Data extracted from a collection:
BEGIN
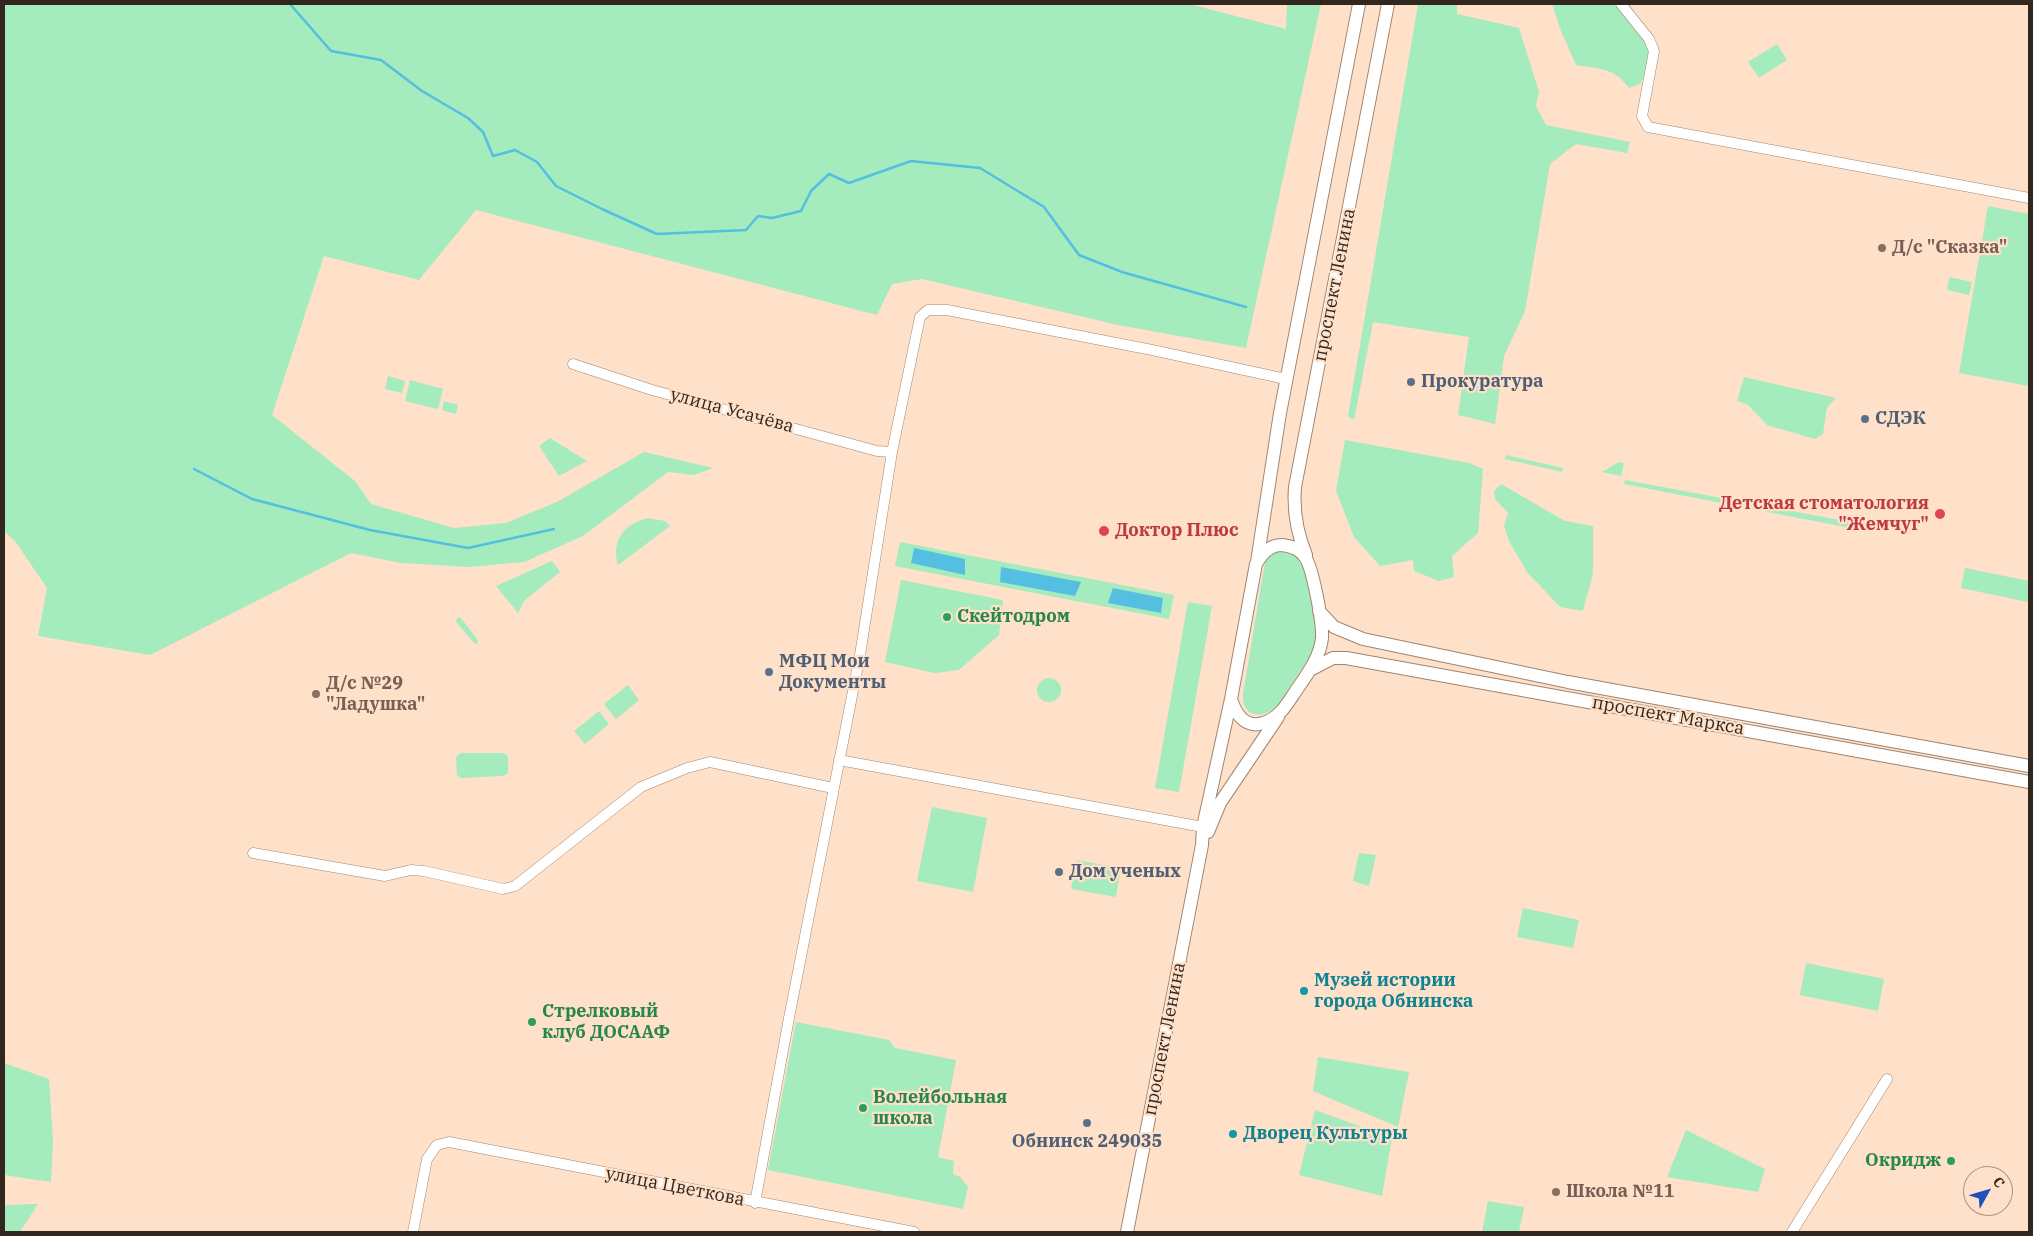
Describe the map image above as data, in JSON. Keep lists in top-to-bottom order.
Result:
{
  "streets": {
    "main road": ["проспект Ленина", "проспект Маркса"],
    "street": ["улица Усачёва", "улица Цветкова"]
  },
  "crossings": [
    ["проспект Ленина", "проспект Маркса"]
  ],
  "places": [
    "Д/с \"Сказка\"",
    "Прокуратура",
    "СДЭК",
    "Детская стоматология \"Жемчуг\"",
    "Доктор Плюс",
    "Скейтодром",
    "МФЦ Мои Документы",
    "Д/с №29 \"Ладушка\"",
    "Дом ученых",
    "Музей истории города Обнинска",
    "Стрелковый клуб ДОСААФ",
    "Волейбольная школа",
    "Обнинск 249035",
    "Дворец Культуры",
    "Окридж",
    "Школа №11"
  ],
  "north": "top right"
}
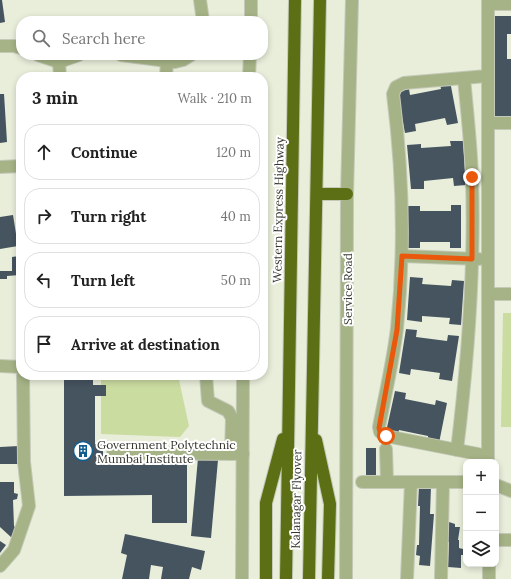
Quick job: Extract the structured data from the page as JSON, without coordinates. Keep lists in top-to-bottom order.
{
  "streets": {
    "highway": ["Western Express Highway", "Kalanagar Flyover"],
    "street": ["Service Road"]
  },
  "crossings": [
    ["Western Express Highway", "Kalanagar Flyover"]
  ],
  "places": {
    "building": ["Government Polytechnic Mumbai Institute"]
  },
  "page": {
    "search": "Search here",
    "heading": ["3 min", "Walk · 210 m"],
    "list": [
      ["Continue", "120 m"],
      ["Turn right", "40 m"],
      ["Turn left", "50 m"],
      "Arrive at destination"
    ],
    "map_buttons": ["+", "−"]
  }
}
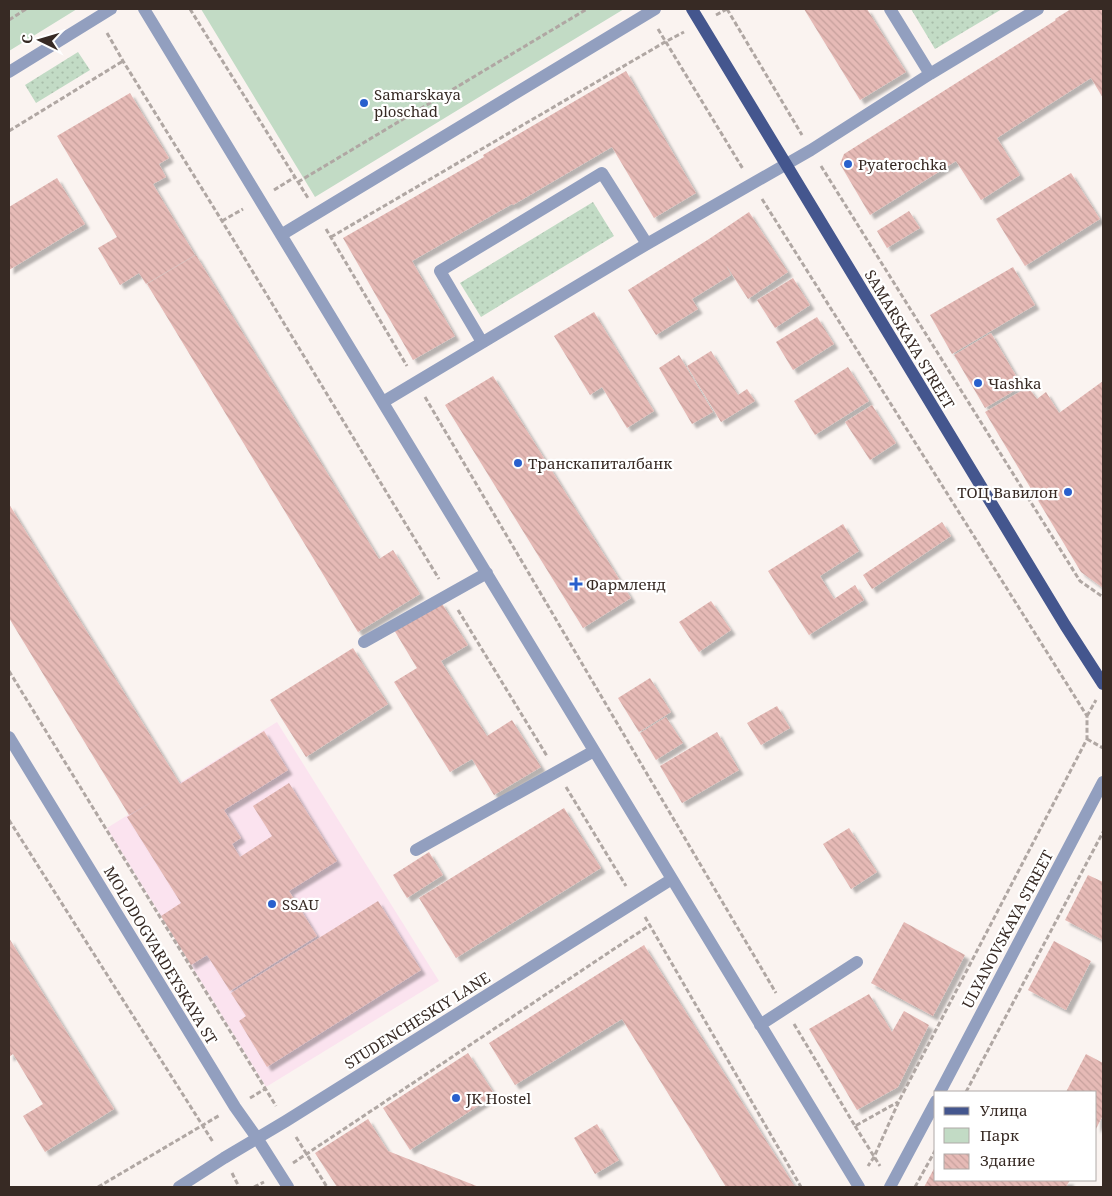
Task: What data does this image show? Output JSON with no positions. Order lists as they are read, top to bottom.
END
Lines containing the word "image" are to be pulled from the records and copied.

**Final answer**
Describe the map image above as data, in JSON. Keep lists in top-to-bottom order.
Task: What data does this image show? Output JSON with no positions. Order lists as they are read, top to bottom.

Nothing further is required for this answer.